Entries tagged with “Trade”
The Conservative government has put bill C24 (softwood lumber agreement) before the house for approval, which will only enshrine bad precedent into law, after which Canadians will be right to ask which industry will the U.S. attack next?
The U.S. courts have ruled that Canada is entitled to every penny of the more than $5 billion dollars in tariffs illegally collected by the U.S. since early 2002. Canada’s legal position on the trade dispute is exceedingly strong, having been supported by numerous court victories over the years.
Yet what is this new government of Canada doing? Trying as hard as possible to shut down any legal challenges to the illegal U.S. tariff collection and ram through this new bill. How embarrassing to trade minister David Emerson that the U.S. Court of International Trade actually agrees with Canada’s long held position.
The agreement with the U.S. is an attack on the ability for federal and provincial governments to regulate themselves, free from undue political interference from the U.S. political machinery.
As I’ve noted here in the past, as a Liberal MP and cabinet minister in government, David Emerson said that Canada must continue to fight for what’s right and not simply cave into pressure from the U.S. and its well connected industry. Responding to U.S. Ambassador David Wilkins’ call last August for Canada and the U.S. to negotiate, not litigate, away the softwood lumber dispute:
Industry Minister David Emerson said David Wilkins’ comments, are hypocritical because they suggest Canada hasn’t been serious about negotiating. The minister said Canadians may need to start gearing up for a trade war with the United States.
“Candidly, Canadians have to decide as a small trading economy, are we going to stand together?” Emerson said at the start of a federal cabinet meeting in Winnipeg.

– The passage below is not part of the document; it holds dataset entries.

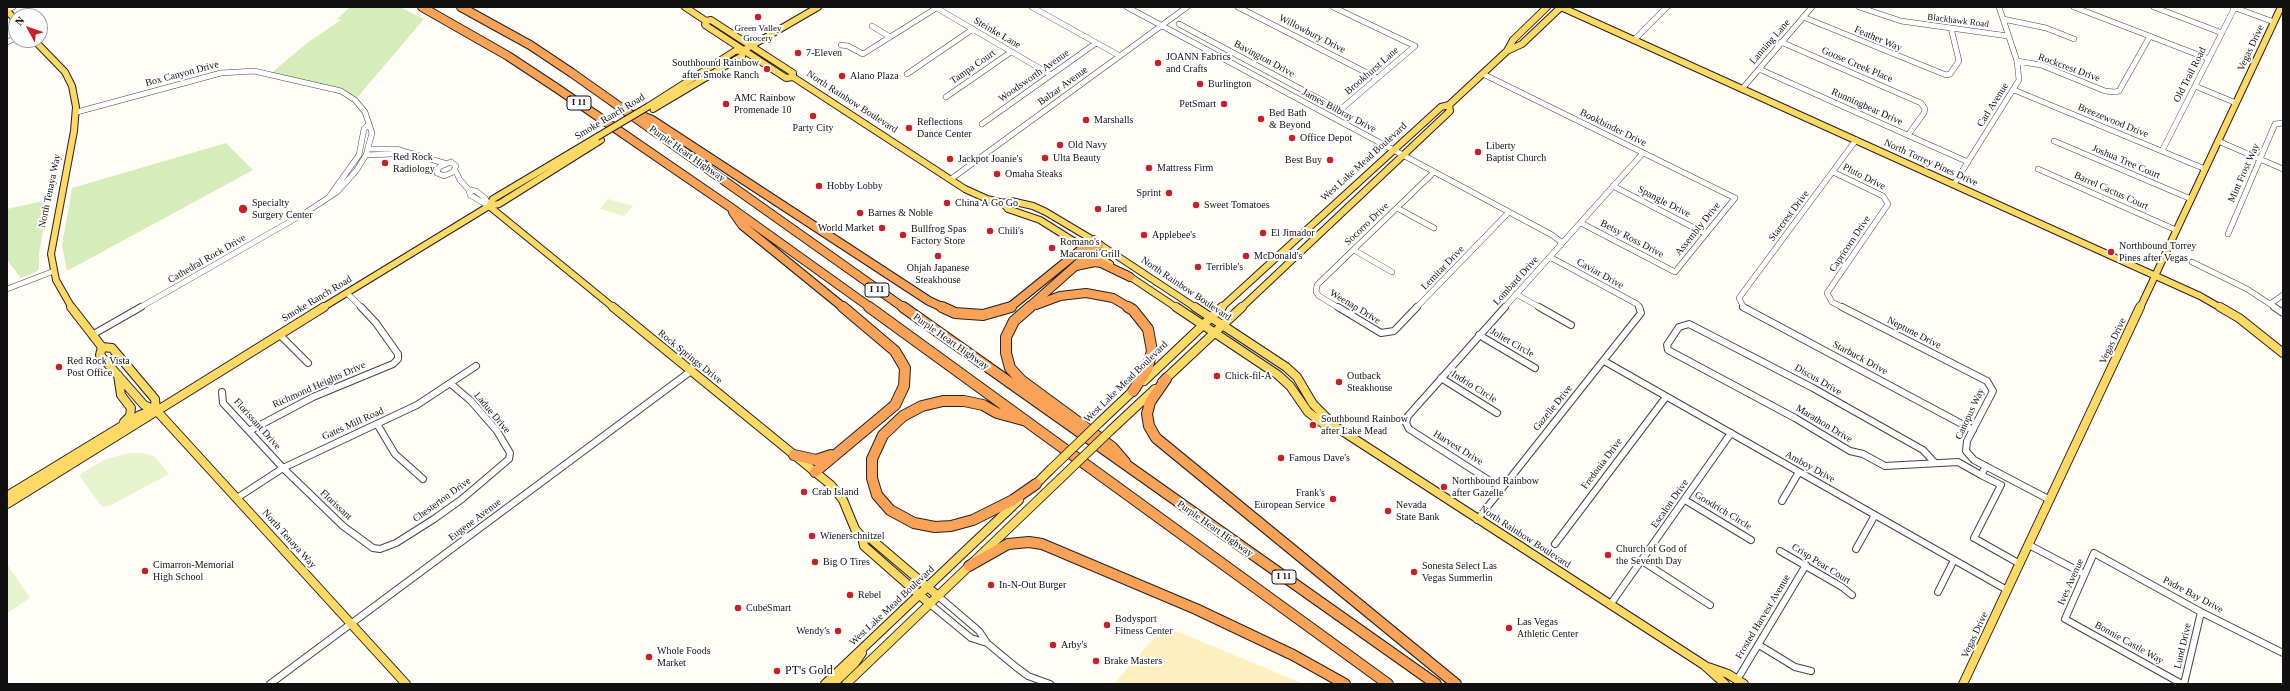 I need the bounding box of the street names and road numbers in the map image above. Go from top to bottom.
street label: Willowbury Drive [1277,12,1347,56]
street label: Blackhawk Road [1927,12,1989,30]
street label: Steinke Lane [971,15,1023,51]
street label: Lanning Lane [1747,17,1793,67]
street label: Vegas Drive [2235,23,2267,73]
street label: Feather Way [1852,24,1904,54]
street label: Bavington Drive [1232,38,1296,80]
street label: Brookhurst Lane [1343,44,1401,98]
street label: Goose Creek Place [1820,45,1894,85]
street label: Old Trail Road [2171,45,2209,105]
street label: Tampa Court [948,47,998,87]
street label: Woodsworth Avenue [996,47,1072,105]
street label: Rockcrest Drive [2036,51,2102,85]
street label: Box Canyon Drive [144,58,220,90]
street label: Balzar Avenue [1036,64,1090,108]
street label: North Rainbow Boulevard [804,68,900,136]
street label: Carl Avenue [1975,81,2011,129]
street label: James Bilbray Drive [1300,86,1378,136]
street label: Runningbear Drive [1829,86,1905,128]
street label: Smoke Ranch Road [573,91,647,143]
road number: I 11 [567,96,591,110]
street label: Breezewood Drive [2076,101,2150,141]
street label: Bookbinder Drive [1578,107,1648,149]
street label: West Lake Mead Boulevard [1318,120,1410,204]
street label: Purple Heart Highway [647,123,727,185]
street label: North Torrey Pines Drive [1882,137,1980,189]
street label: Joshua Tree Court [2090,142,2162,182]
street label: Mint Frost Way [2226,142,2262,204]
street label: North Tenaya Way [36,153,64,229]
street label: Pluto Drive [1841,161,1887,193]
street label: Barrel Cactus Court [2072,169,2150,213]
street label: Spangle Drive [1636,184,1692,220]
street label: Starcrest Drive [1766,188,1812,244]
street label: Socorro Drive [1342,200,1392,248]
street label: Assembly Drive [1673,200,1723,258]
street label: Capricorn Drive [1827,214,1873,274]
street label: Betsy Ross Drive [1598,217,1666,261]
street label: Cathedral Rock Drive [166,232,248,286]
street label: Lemitar Drive [1419,243,1467,293]
street label: North Rainbow Boulevard [1139,254,1233,324]
street label: Lombard Drive [1491,254,1541,308]
street label: Caviar Drive [1574,256,1626,292]
street label: Smoke Ranch Road [280,273,354,325]
road number: I 11 [865,283,889,297]
street label: Weenap Drive [1327,287,1383,327]
street label: Purple Heart Highway [911,311,991,373]
street label: Neptune Drive [1885,314,1943,352]
street label: Vegas Drive [2097,316,2129,366]
street label: Joliet Circle [1488,326,1536,360]
street label: Rock Springs Drive [655,327,725,387]
street label: Starbuck Drive [1830,338,1890,378]
street label: West Lake Mead Boulevard [1082,339,1170,425]
street label: Richmond Heights Drive [271,359,367,411]
street label: Discus Drive [1792,362,1844,398]
street label: Indrio Circle [1449,368,1499,406]
street label: Gazelle Drive [1531,383,1575,433]
street label: Canopus Way [1953,386,1987,442]
street label: Ladue Drive [471,390,513,436]
street label: Florissant Drive [231,396,283,452]
street label: Marathon Drive [1793,402,1855,446]
street label: Gates Mill Road [320,405,386,443]
street label: Harvest Drive [1431,428,1485,468]
street label: Fredonia Drive [1579,436,1625,492]
street label: Amboy Drive [1783,448,1837,486]
street label: Chesterton Drive [411,475,473,525]
street label: Escalon Drive [1649,477,1691,531]
street label: Florissant [317,487,355,523]
street label: Goodrich Circle [1692,489,1754,533]
street label: Eugene Avenue [446,496,504,544]
street label: Purple Heart Highway [1175,498,1255,560]
street label: North Rainbow Boulevard [1477,503,1573,571]
street label: North Tenaya Way [259,507,319,571]
street label: Crisp Pear Court [1789,541,1853,587]
street label: Ives Avenue [2055,557,2087,607]
street label: West Lake Mead Boulevard [847,564,937,648]
road number: I 11 [1272,570,1296,584]
street label: Frosted Harvest Avenue [1733,573,1793,661]
street label: Padre Bay Drive [2161,574,2225,616]
street label: Vegas Drive [1959,610,1991,660]
street label: Bonnie Castle Way [2092,619,2166,667]
street label: Lund Drive [2172,622,2194,670]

“Are we going to be stronger than the sum of our parts or are we going to be endlessly bickering amongst ourselves and allowing the bully to basically mop the floor with us?”
Strong words from Emerson then, but now, we hear nothing but a defeatist’s whine. And his boss? While sitting on the opposition benches, Stephen Harper, commenting on yet another softwood lumber trade challenge which ruled in Canada’s favour, said:
This is not a time for negotiation, this is a time for compliance.then opposition leader Stephen Harper
Now, as a Conservative MP and cabinet minister in government, Emerson appears perfectly happy to ram an exceedingly bad deal through parliament. Where’s the Emerson of old? Where’s the Harper that postured and posed and said he’d Stand Up for Canada, but instead is behind a deal which sells us all, not just the softwood lumber industry, down the river?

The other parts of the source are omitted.